The only way for the federal government to actually codify the results of the Roe v. Wade decision would be a Constitutional Amendment. Given that 2 in 3 Americans don't agree that abortion should be legal in all circumstances, then it should be needless to say that the requirement of 2/3 of both houses of Congress proposing it and 3/4 of states ratifying it is simply not going to happen there.
However, Congress could pass a law that simply bans any restriction of abortion by the states. This would require only the normal process for passing a law, i.e. majority vote of both houses of Congress and being signed by the President, though, in practice, a 60% supermajority might be required in the Senate to overcome a filibuster. Note, however, that this would not have anywhere near the legal effect of Roe or Casey, as it could be reversed just as easily as it was passed after a change of Congress and/or the administration. Congress cannot create Constitutional rights by passing a regular bill; only amending the Constitution can do that.
The Supremacy Clause of the U.S. Constitution (Article VI, paragraph 2) states that (emphasis mine),
This Constitution, and the laws of the United States which shall be made in pursuance thereof; and all treaties made, or which shall be made, under the authority of the United States, shall be the supreme law of the land; and the judges in every state shall be bound thereby, anything in the Constitution or laws of any State to the contrary notwithstanding.
In other words, any law that Congress makes under its authority granted in the Constitution preempts any state law (including provisions of state Constitutions) to the contrary. So, if Congress passed a (legal) law stating that states can't place further restrictions on abortion, then they can't, as long as that law stands.

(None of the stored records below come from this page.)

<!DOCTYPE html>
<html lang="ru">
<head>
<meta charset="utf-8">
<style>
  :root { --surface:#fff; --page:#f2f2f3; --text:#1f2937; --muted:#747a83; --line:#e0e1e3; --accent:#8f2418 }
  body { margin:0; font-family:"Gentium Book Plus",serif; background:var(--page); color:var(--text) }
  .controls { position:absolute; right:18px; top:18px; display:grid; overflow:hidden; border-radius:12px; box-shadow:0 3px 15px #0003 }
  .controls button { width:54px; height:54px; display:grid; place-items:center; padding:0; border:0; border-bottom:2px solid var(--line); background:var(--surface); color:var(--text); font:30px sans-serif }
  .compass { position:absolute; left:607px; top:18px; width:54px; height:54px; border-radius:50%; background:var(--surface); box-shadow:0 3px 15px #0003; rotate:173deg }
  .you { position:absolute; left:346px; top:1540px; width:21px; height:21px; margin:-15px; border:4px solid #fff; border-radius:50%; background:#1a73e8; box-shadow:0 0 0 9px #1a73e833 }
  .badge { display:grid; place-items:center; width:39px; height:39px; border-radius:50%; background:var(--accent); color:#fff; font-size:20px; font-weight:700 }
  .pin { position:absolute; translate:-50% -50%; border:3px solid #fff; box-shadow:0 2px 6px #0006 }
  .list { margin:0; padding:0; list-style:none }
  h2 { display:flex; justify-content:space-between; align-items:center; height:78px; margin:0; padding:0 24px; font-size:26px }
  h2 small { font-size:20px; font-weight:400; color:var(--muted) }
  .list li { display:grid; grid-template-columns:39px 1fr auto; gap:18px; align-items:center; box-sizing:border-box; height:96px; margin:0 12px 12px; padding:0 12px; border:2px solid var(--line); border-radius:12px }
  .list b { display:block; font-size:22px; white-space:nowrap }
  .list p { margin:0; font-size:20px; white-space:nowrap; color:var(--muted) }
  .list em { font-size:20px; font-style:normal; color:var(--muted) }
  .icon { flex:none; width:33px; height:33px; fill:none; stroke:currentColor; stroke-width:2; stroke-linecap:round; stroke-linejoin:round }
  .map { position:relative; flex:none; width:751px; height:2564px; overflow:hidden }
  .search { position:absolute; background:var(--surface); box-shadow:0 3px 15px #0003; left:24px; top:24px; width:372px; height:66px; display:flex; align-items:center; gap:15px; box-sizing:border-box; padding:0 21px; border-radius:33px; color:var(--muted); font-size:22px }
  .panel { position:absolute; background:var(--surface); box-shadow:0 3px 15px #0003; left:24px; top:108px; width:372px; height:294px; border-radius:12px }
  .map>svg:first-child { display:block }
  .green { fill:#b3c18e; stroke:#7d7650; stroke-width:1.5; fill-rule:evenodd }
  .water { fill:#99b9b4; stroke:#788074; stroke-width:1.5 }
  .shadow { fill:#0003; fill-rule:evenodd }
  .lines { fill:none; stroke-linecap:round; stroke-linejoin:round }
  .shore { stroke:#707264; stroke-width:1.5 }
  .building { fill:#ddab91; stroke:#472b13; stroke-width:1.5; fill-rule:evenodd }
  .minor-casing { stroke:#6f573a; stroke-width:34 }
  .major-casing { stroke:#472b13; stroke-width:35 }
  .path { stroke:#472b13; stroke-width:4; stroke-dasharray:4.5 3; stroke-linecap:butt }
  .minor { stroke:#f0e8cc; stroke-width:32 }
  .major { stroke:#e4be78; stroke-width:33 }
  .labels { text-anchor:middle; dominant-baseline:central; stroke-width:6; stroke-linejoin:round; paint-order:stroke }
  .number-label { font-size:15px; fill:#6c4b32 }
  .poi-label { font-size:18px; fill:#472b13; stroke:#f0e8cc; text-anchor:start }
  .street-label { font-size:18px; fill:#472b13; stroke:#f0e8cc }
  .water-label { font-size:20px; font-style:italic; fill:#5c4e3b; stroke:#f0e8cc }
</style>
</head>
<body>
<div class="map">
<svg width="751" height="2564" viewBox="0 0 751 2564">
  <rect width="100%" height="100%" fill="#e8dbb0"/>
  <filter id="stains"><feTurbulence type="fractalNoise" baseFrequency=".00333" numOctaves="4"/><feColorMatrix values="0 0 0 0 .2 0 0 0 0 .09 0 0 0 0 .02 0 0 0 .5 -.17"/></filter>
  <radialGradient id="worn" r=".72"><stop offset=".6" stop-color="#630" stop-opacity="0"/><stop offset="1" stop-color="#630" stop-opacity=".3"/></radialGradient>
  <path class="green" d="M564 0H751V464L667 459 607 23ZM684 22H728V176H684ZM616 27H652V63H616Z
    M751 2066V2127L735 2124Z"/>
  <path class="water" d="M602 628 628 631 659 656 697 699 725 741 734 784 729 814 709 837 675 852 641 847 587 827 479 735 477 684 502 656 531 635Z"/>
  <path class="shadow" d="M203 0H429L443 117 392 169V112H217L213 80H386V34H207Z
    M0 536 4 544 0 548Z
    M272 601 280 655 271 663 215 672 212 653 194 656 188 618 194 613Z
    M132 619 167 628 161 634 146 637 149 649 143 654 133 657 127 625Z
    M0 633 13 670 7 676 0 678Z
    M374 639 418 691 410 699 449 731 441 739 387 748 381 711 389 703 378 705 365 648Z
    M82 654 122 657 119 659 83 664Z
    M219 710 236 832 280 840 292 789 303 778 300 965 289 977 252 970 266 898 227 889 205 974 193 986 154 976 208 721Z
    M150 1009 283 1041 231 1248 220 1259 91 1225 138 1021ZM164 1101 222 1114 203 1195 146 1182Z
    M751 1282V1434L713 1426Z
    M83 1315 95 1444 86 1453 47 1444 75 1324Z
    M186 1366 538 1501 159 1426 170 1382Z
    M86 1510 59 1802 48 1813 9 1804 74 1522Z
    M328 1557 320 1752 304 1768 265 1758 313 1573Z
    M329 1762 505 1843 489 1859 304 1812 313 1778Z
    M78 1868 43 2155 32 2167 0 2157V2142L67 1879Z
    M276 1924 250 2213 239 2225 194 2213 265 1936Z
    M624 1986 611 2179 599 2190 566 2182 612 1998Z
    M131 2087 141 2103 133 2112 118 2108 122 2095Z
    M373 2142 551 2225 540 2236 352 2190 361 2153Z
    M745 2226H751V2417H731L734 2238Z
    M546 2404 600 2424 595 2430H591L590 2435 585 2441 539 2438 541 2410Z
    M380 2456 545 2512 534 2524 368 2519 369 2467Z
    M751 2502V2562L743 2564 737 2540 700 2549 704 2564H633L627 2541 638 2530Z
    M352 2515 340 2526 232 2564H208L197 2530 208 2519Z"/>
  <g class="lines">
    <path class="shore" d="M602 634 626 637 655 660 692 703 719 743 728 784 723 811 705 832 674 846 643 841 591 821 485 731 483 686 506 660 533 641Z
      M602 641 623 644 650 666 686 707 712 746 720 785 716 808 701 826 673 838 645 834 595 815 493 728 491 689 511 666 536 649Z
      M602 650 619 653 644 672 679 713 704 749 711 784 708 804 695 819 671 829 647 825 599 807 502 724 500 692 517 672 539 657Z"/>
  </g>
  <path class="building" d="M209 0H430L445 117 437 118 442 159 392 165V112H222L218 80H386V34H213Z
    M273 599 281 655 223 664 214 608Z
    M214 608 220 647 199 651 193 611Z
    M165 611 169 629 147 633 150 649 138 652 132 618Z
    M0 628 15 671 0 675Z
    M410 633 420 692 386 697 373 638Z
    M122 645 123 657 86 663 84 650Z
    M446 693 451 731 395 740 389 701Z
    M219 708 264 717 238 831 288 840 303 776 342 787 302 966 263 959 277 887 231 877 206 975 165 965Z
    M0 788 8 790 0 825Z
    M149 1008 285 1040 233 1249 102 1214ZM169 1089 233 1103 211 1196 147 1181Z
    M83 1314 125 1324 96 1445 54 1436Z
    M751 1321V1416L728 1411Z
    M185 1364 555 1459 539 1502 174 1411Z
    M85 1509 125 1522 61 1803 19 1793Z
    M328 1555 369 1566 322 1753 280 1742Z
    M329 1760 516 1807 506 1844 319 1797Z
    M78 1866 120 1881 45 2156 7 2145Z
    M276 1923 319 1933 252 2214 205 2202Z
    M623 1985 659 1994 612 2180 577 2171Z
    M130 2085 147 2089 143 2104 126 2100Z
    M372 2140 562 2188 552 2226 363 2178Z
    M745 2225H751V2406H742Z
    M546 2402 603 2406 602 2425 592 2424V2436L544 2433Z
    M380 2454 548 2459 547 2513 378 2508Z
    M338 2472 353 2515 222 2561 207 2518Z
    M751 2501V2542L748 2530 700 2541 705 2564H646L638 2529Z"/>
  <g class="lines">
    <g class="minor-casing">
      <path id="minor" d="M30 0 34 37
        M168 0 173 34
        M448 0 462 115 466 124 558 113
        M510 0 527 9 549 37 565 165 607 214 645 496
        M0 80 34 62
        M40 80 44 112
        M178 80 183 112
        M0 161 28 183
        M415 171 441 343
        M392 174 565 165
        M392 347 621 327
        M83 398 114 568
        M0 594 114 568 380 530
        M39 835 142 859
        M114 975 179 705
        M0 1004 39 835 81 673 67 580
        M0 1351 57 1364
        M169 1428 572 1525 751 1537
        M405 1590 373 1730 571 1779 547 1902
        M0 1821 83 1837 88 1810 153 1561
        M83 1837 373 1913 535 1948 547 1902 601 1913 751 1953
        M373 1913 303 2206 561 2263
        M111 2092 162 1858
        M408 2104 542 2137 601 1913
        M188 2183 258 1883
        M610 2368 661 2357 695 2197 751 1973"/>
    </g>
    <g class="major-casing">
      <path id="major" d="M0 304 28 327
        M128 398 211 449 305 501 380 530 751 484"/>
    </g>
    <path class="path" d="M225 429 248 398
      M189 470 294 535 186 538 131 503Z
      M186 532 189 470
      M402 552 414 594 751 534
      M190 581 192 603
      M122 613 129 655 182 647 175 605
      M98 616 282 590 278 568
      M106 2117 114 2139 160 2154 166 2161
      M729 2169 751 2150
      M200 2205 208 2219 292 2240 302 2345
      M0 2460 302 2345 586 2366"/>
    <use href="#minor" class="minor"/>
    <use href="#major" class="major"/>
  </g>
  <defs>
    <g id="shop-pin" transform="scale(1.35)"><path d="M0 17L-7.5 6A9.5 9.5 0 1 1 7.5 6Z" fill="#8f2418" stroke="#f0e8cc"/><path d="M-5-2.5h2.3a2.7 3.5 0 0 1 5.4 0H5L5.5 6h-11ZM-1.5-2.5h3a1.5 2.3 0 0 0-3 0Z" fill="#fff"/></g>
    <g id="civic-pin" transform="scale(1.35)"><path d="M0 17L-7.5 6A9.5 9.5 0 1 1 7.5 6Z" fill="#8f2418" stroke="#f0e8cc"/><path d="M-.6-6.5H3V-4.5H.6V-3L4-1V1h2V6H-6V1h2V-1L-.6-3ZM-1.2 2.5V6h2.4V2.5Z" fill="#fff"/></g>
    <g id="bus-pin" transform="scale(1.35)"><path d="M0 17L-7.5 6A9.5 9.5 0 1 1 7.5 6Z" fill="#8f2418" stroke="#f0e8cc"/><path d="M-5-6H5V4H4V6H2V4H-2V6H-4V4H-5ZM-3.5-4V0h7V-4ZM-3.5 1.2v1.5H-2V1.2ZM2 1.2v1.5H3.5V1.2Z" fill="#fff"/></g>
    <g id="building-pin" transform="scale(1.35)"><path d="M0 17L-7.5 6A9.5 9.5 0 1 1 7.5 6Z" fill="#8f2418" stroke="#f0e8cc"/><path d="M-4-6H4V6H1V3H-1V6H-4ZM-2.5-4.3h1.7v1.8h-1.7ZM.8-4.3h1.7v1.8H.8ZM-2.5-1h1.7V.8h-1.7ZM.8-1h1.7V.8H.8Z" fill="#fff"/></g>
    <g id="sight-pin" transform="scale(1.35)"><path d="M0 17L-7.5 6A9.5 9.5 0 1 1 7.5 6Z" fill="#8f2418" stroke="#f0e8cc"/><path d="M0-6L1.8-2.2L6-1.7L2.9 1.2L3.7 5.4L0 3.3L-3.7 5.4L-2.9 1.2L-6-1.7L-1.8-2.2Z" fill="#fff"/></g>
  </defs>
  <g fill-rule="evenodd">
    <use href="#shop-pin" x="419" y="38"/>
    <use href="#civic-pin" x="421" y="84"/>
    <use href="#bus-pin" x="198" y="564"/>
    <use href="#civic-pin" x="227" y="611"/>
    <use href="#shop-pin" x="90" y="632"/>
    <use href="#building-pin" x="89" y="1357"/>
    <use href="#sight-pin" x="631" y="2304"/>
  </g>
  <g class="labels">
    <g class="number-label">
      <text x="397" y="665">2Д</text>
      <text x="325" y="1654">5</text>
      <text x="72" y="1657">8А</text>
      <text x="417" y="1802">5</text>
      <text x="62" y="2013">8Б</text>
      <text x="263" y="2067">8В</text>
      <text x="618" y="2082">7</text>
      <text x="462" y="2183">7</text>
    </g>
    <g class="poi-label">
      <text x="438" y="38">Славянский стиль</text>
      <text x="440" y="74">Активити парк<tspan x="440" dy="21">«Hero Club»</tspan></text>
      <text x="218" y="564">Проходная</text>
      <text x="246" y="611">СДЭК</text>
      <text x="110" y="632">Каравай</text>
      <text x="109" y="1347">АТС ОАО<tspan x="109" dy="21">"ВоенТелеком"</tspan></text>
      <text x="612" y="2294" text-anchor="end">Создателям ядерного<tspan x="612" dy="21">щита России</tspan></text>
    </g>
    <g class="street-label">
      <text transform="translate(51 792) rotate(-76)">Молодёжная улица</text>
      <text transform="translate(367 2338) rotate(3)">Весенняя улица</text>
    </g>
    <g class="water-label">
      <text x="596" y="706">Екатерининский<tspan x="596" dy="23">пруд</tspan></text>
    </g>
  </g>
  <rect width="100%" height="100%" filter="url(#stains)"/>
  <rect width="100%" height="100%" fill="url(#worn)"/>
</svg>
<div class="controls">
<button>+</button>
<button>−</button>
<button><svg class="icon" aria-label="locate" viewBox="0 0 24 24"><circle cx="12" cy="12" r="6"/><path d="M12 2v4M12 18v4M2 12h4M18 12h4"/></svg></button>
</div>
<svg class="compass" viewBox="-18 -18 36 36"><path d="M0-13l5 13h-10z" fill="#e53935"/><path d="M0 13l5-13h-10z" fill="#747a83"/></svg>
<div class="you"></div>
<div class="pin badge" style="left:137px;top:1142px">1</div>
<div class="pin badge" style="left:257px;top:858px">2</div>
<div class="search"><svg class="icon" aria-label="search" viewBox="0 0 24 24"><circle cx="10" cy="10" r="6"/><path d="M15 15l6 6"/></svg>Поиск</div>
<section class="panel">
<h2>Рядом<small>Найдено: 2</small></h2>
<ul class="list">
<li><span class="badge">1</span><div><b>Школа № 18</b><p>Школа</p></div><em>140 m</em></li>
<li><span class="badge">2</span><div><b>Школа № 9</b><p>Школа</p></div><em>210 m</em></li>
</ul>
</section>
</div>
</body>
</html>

The legal basis for making such a law would most likely be simply the Commerce Clause, which they already use to justify just about anything Congress does. The Commerce Clause is paragraph 3 of Article I, Section 8 of the U.S. Constitution, which reads (emphasis mine),
Congress shall have power...
To regulate commerce with foreign nations, and among the several states, and with the Indian tribes;
Courts have allowed Congress to get away with pretty much anything that they can argue "affects interstate commerce" under the Commerce Clause, even if the actual actions being regulated occur entirely within a state in a given case. The relation is often extremely tenuous and this would probably be one of the less egregious examples if it were passed. States would probably challenge it in court anyway (if it didn't get repealed before they had time to do so,) but it's likely that the challenges would not succeed, at least not on the argument that it wasn't authorized under the Commerce Clause.
Granted, this is assuming that current court precedent on the Commerce Clause stands and the Supreme Court does not choose to narrow its interpretation of the clause to one requiring more direct relation to actual interstate commerce. Given the change in the makeup of the court over the past several years, it is possible that the court could narrow that interpretation in a future decision.